- _Work request_: Exactly retype the lines of the material from its first line to the line with "height:12px; margin:-6px; padding:0", including both.
[Record set — start]
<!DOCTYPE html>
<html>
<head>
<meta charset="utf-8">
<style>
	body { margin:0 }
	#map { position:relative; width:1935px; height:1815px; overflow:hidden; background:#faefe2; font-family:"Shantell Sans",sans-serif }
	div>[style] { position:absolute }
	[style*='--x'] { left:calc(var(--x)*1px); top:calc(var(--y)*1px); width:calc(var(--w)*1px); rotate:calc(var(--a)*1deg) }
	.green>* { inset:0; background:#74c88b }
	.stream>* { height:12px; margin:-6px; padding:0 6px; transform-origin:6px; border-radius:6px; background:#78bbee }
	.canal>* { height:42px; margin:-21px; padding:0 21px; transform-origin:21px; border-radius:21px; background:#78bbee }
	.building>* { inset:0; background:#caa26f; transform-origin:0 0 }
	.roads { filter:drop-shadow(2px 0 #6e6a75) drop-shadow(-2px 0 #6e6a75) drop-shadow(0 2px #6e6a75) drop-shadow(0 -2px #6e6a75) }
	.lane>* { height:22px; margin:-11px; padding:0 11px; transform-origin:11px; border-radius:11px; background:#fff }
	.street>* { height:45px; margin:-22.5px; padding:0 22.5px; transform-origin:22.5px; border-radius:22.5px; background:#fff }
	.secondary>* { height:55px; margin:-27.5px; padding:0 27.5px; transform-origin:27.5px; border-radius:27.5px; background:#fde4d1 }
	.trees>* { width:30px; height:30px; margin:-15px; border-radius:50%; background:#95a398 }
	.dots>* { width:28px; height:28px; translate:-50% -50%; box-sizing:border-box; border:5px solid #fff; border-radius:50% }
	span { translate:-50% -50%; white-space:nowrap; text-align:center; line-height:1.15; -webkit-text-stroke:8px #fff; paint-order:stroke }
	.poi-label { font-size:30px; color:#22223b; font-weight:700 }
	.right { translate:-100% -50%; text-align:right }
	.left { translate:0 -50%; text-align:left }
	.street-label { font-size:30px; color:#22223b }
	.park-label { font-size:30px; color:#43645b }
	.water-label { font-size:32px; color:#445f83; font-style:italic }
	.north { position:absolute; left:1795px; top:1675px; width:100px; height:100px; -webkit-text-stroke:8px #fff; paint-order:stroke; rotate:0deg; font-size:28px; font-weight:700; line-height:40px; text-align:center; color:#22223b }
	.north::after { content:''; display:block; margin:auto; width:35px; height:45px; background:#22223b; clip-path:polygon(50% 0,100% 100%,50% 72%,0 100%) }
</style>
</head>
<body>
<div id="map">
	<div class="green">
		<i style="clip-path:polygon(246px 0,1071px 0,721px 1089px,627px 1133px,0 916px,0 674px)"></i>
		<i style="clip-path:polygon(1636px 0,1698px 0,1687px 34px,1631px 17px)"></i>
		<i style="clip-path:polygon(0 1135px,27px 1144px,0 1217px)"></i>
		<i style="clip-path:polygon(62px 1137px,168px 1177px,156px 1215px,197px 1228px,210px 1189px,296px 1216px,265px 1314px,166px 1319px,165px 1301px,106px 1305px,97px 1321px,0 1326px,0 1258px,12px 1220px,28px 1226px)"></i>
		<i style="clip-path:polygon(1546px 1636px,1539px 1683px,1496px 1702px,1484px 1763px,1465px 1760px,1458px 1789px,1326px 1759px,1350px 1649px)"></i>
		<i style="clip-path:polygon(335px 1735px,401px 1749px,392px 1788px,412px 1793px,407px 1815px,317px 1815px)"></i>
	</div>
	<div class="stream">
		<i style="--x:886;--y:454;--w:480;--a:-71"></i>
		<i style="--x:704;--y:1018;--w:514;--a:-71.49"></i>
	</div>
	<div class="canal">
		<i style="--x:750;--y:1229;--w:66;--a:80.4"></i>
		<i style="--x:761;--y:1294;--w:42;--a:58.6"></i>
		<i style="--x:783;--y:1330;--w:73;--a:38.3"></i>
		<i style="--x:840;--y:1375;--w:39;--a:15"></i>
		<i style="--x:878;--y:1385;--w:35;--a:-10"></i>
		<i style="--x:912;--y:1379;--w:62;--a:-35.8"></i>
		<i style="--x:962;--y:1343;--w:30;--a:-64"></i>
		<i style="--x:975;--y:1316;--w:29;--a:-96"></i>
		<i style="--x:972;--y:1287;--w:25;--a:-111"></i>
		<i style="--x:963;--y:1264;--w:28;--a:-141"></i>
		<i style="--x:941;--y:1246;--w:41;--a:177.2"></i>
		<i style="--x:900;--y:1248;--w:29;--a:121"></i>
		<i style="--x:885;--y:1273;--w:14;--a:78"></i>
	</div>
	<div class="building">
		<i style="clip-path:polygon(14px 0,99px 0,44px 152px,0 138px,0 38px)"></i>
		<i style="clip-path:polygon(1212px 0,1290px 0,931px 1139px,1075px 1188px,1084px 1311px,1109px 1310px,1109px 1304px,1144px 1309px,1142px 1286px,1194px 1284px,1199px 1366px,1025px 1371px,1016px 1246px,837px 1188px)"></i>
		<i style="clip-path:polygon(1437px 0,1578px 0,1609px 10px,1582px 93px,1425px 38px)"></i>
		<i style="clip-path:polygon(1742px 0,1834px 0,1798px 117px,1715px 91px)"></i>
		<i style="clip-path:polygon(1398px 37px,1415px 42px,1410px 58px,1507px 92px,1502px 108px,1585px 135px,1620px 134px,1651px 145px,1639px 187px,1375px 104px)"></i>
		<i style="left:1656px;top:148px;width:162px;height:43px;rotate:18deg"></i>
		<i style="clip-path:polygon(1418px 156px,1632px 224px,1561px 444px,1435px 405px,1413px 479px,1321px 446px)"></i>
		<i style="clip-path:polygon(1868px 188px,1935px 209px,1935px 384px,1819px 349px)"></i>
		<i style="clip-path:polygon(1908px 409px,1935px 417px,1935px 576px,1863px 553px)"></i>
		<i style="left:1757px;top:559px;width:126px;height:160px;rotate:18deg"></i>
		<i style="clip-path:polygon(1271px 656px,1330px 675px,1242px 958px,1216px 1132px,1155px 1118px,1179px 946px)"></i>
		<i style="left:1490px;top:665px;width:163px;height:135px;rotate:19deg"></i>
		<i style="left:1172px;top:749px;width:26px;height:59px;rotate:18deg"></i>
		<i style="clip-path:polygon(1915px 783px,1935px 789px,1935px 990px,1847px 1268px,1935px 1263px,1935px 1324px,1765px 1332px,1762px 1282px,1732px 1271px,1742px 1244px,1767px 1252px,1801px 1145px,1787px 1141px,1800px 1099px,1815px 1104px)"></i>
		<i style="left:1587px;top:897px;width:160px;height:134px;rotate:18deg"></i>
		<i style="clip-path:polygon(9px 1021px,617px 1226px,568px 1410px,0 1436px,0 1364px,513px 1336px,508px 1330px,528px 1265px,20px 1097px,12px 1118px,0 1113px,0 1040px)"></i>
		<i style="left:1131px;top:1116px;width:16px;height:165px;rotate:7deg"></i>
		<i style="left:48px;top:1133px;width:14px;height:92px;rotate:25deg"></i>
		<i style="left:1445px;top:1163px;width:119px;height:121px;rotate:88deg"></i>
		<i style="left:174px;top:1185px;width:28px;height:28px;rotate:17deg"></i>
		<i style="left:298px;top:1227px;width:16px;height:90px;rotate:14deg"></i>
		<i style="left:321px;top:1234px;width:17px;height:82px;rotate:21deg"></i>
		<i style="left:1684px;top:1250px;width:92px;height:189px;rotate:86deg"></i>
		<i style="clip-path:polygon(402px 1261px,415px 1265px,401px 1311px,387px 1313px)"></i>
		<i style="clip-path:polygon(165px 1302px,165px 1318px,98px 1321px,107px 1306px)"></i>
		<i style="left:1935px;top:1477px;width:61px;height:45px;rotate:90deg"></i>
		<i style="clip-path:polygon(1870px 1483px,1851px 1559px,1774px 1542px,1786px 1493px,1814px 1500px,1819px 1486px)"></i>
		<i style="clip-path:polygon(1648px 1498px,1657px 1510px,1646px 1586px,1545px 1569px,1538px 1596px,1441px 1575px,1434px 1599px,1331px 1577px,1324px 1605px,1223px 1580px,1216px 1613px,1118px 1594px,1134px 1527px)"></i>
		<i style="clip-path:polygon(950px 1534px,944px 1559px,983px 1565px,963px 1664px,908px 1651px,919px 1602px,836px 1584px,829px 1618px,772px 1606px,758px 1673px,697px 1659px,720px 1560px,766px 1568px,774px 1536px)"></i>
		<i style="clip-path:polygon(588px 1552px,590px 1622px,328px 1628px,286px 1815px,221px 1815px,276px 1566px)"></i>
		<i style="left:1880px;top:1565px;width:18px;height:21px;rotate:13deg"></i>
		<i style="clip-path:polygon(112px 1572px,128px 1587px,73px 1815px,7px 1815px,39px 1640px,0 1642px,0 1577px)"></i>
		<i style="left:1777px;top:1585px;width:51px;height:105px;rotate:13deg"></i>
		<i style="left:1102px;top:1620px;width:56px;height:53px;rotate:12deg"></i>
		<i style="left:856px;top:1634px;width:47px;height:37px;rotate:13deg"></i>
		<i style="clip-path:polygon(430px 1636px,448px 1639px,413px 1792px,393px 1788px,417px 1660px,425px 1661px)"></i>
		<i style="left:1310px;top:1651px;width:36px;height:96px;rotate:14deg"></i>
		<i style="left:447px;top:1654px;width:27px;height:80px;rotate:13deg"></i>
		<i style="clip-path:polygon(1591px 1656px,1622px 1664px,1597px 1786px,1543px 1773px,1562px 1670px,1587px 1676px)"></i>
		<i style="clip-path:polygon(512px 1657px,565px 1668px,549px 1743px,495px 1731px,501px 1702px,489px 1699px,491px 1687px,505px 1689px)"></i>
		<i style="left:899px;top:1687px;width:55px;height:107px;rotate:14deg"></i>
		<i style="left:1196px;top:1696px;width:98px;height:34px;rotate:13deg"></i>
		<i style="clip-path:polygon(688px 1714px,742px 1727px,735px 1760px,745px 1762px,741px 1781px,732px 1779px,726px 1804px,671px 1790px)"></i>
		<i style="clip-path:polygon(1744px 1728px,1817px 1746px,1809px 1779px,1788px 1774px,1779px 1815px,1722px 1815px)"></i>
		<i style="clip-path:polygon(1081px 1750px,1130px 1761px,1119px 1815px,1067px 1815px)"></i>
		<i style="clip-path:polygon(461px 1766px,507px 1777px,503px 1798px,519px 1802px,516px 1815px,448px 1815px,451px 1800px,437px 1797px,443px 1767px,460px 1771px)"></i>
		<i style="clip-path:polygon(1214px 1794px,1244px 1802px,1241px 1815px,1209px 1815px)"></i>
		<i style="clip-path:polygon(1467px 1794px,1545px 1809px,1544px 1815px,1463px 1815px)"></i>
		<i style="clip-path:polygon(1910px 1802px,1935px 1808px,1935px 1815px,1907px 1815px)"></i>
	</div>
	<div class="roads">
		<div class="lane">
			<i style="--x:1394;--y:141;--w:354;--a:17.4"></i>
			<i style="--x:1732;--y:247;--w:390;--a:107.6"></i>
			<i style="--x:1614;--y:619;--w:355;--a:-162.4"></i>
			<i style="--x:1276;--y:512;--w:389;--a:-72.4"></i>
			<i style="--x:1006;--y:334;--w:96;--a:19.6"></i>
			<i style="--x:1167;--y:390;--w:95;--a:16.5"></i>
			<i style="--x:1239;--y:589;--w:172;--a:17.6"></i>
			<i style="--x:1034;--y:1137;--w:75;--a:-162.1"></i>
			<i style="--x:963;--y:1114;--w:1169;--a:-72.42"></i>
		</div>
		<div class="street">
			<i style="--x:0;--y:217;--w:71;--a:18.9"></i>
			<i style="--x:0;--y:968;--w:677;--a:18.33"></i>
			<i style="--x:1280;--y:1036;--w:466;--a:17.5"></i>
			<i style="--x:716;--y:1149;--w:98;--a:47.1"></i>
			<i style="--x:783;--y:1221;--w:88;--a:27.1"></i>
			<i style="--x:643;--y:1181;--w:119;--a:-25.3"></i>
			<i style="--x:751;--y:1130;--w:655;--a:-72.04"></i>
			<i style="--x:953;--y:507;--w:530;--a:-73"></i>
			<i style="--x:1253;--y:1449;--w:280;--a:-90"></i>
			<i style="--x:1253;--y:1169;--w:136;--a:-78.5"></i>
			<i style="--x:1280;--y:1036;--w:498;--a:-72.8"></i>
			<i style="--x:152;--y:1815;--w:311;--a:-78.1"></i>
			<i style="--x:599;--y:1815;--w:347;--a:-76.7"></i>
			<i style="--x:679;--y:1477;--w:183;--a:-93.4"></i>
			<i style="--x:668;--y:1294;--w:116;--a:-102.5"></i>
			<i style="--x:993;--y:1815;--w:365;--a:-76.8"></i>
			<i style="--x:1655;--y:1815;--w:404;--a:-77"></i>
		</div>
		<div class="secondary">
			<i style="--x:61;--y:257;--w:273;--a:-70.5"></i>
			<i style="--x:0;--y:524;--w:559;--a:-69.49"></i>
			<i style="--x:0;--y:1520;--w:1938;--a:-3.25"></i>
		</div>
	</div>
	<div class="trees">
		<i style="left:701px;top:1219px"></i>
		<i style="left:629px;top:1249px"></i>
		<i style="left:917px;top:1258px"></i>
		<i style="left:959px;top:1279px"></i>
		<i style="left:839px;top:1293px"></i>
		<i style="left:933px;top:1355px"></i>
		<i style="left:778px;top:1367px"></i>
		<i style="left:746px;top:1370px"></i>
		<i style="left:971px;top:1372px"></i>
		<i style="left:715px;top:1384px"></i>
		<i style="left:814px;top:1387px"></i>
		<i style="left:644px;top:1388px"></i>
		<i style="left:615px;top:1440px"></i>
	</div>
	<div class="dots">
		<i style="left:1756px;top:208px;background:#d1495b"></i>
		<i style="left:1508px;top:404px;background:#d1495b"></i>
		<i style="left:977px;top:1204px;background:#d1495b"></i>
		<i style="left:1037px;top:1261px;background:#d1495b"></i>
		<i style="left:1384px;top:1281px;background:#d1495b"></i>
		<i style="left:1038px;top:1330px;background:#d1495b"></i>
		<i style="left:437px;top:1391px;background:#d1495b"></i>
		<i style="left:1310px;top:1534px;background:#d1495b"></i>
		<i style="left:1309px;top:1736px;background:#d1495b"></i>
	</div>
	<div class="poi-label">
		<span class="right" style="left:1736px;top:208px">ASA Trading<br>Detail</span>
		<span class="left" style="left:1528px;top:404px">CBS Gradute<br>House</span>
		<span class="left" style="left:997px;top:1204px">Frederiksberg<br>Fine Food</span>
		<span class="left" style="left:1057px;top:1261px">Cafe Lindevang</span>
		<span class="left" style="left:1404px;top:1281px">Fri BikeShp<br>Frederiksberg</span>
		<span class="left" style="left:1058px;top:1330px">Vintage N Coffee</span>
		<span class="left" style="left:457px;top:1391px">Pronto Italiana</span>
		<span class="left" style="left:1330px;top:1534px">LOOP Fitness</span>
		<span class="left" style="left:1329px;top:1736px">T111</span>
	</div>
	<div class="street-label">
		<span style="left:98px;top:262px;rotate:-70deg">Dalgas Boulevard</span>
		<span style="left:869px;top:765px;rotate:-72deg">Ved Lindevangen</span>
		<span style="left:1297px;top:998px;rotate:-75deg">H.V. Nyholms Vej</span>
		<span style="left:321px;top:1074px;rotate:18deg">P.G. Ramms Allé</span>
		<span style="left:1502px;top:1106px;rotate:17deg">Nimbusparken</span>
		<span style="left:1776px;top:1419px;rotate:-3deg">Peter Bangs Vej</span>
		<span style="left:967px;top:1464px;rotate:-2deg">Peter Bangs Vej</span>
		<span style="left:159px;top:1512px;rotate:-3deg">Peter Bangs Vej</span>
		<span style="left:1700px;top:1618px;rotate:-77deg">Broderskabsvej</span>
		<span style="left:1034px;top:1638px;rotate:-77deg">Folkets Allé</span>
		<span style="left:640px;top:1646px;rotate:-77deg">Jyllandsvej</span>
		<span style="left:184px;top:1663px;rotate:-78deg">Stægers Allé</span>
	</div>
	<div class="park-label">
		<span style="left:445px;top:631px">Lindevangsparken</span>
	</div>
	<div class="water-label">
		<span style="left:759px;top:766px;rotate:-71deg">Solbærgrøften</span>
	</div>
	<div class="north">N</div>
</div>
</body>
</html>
[Record set — finish]
- _Response box_:
<!DOCTYPE html>
<html>
<head>
<meta charset="utf-8">
<style>
	body { margin:0 }
	#map { position:relative; width:1935px; height:1815px; overflow:hidden; background:#faefe2; font-family:"Shantell Sans",sans-serif }
	div>[style] { position:absolute }
	[style*='--x'] { left:calc(var(--x)*1px); top:calc(var(--y)*1px); width:calc(var(--w)*1px); rotate:calc(var(--a)*1deg) }
	.green>* { inset:0; background:#74c88b }
	.stream>* { height:12px; margin:-6px; padding:0 6px; transform-origin:6px; border-radius:6px; background:#78bbee }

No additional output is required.